En un artículo titulado “¿Por qué los mejores soldados del mundo no dejan de perder?”, publicado en el último número de la revista ‘The Atlantic’, el periodista James Fallows vincula la distancia entre los civiles y los militares con el hecho de que EE UU se haya embarcado en “guerra sin fin que no puede ganar”.
La desconexión, unida a la veneración automática de los militares por parte de los ciudadanos, aisla a los militares de las críticas que reciben otras instituciones de EE UU, como el Congreso o Wall Street. A la larga, según Fallows, la ausencia de un escrutinio público perjudica a los militares, porque pierden incentivos para mejorar.
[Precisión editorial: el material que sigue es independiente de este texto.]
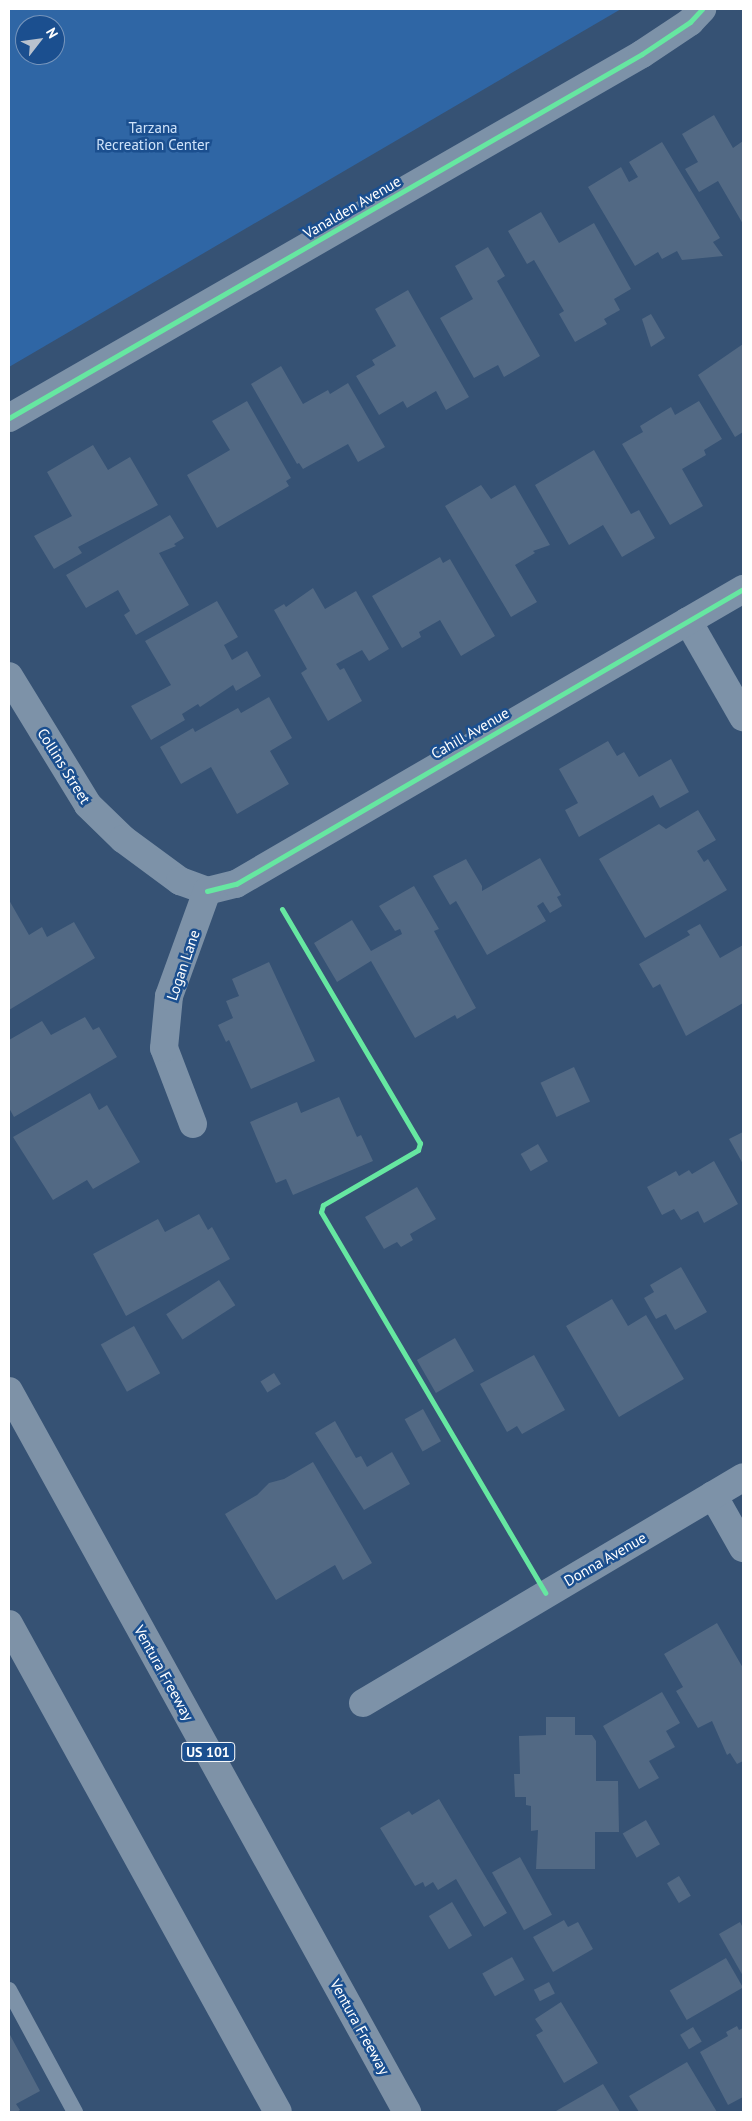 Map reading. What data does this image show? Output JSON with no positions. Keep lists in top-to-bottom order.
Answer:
{
  "streets": {
    "highway": ["Ventura Freeway", "US 101"],
    "street": [
      "Vanalden Avenue",
      "Cahill Avenue",
      "Collins Street",
      "Logan Lane",
      "Donna Avenue"
    ]
  },
  "crossings": [
    ["Cahill Avenue", "Collins Street"],
    ["Cahill Avenue", "Logan Lane"],
    ["Collins Street", "Logan Lane"]
  ],
  "parks": ["Tarzana Recreation Center"],
  "north": "top right"
} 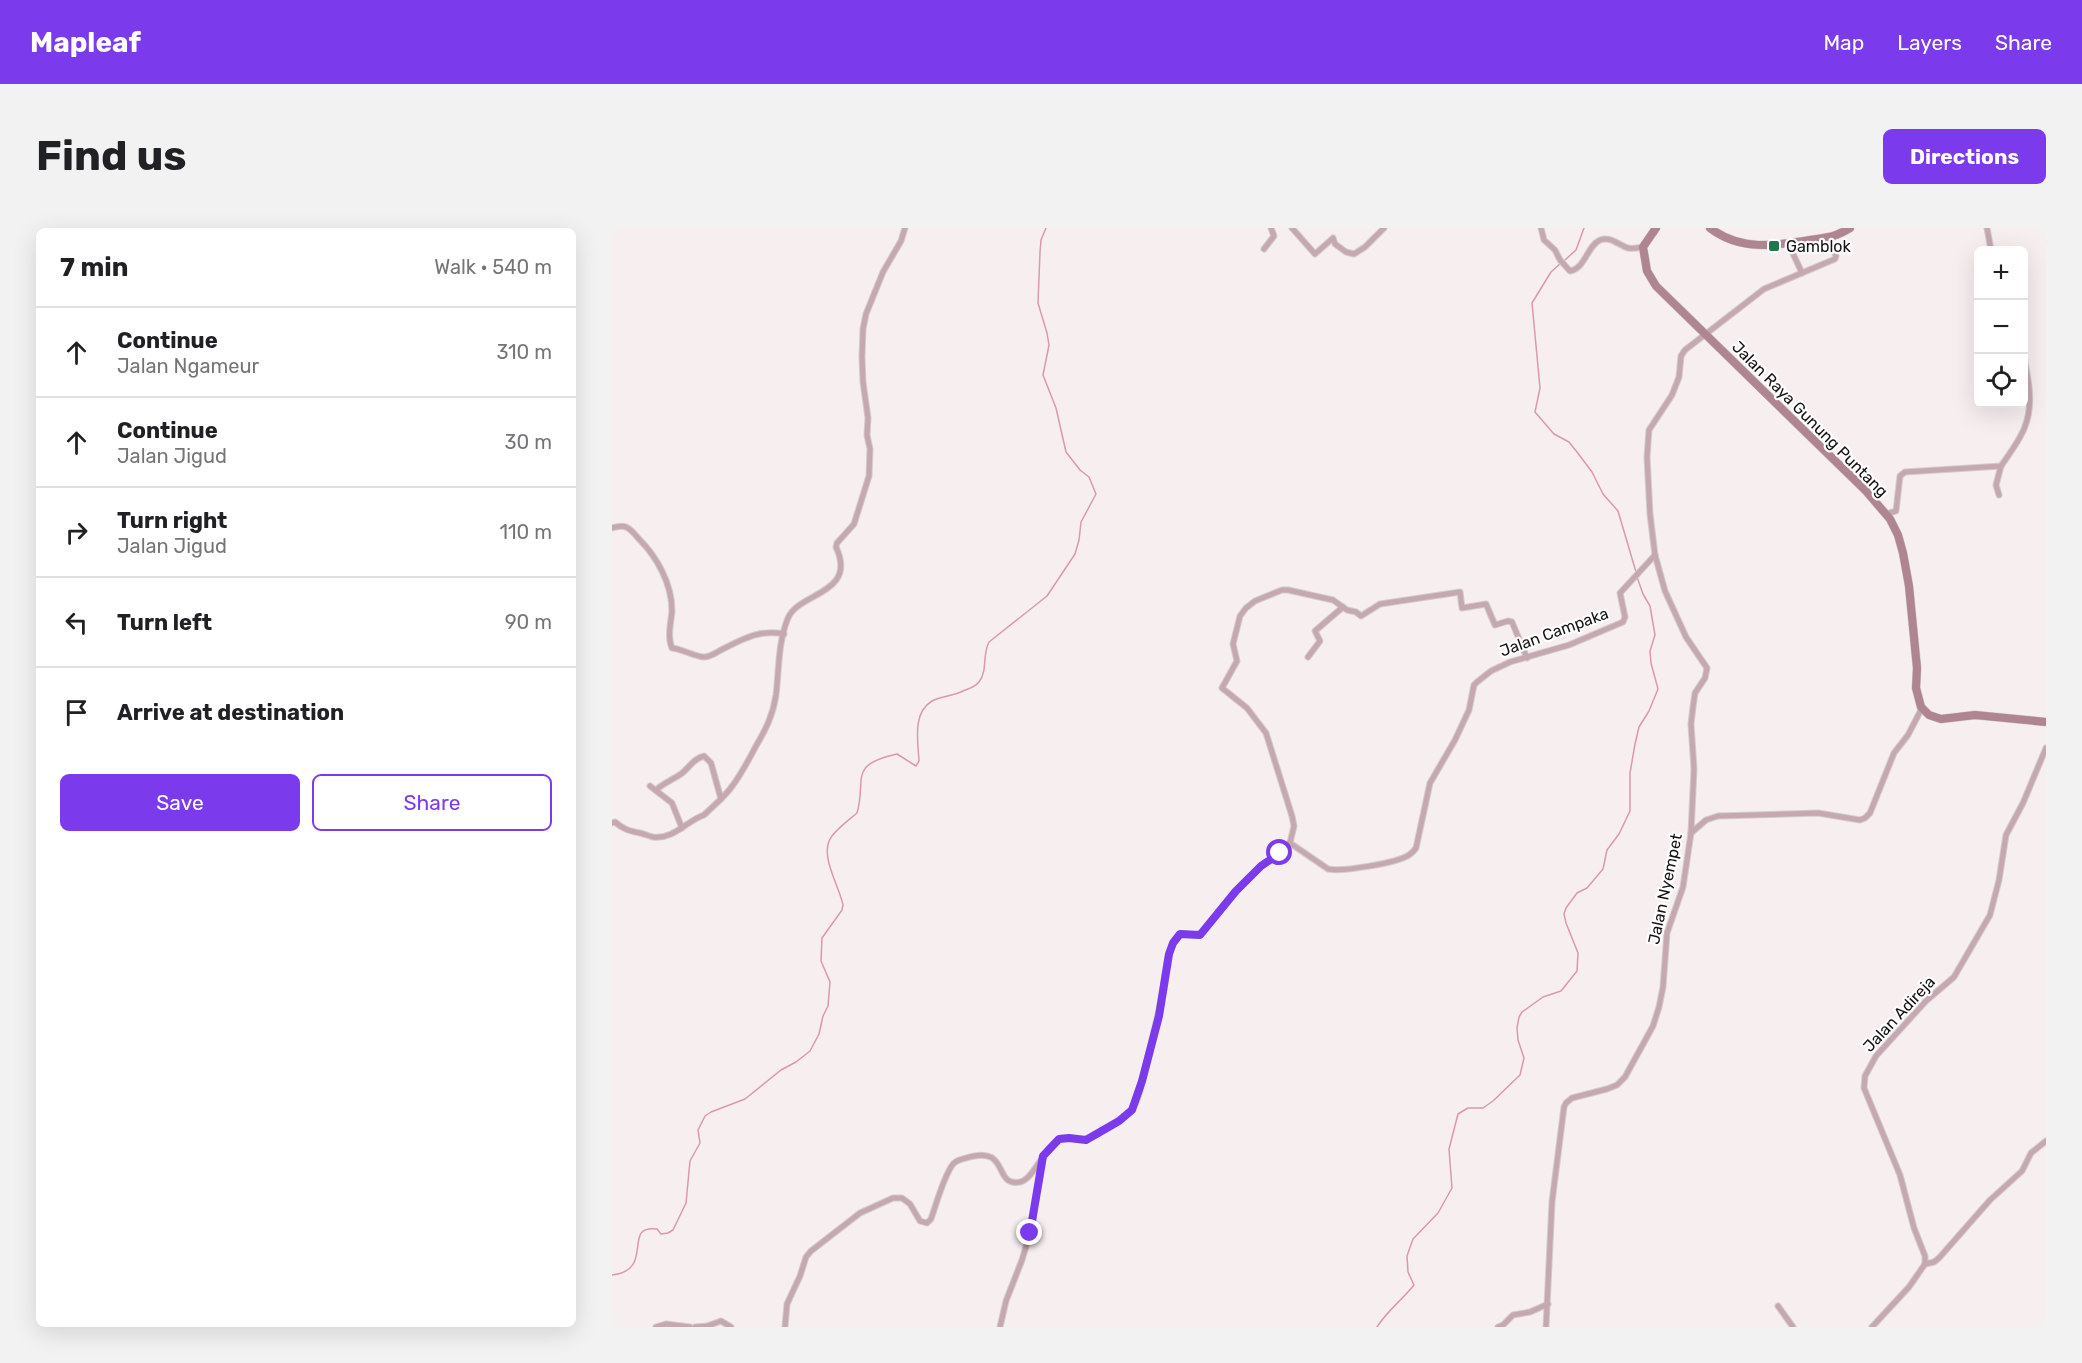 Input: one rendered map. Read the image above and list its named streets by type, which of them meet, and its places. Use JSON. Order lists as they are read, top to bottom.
{
  "streets": {
    "street": [
      "Jalan Raya Gunung Puntang",
      "Jalan Campaka",
      "Jalan Nyempet",
      "Jalan Adireja"
    ]
  },
  "crossings": [
    ["Jalan Raya Gunung Puntang", "Jalan Nyempet"],
    ["Jalan Campaka", "Jalan Nyempet"]
  ],
  "places": {
    "transit": ["Gamblok"]
  },
  "page": {
    "header": "Mapleaf",
    "nav": ["Map", "Layers", "Share"],
    "buttons": [
      "Directions",
      ["Save", "Share"]
    ],
    "title": "Find us",
    "heading": ["7 min", "Walk · 540 m"],
    "map_buttons": ["+", "−"],
    "list": [
      ["Continue", "Jalan Ngameur", "310 m"],
      ["Continue", "Jalan Jigud", "30 m"],
      ["Turn right", "Jalan Jigud", "110 m"],
      ["Turn left", "90 m"],
      "Arrive at destination"
    ]
  }
}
La profesionalización de los ejércitos permite a los políticos embarcarse en guerras sin asumir un coste social: las consecuencias las sufre una parte ínfima de la población.
Esta es la “era del conflicto persistente”, según la frase acuñada en 2007 por el entonces jefe del Ejército de Tierra, el general George Casey. El concepto ‘ganar guerras’ queda obsoleto. “En este mundo no ‘ganaremos guerras’”, vaticinó en 2011 Anne-Marie Slaughter, jefa de planificación política del Departamento de Estado cuando Hillary Clinton era secretaria de Estado. “Tendremos un abanico de heramientas civiles y militares para aumentar nuestra posibilidades de convertir resultados malos y amenazantes en resultados buenos, o como mínimo mejores”.
El objetivo, en Irak y en Afganistán, ya no es ganar, sino evitar daños mayores. Y el plazo es flexible. En Afganistán es 2016. En Irak fue 2011, pero este verano los avances del Estado Islámico han forzado a EE UU a regresar. Si las guerras del siglo XXI acaban sin desfiles y confeti, es porque muchas jamás acaban del todo.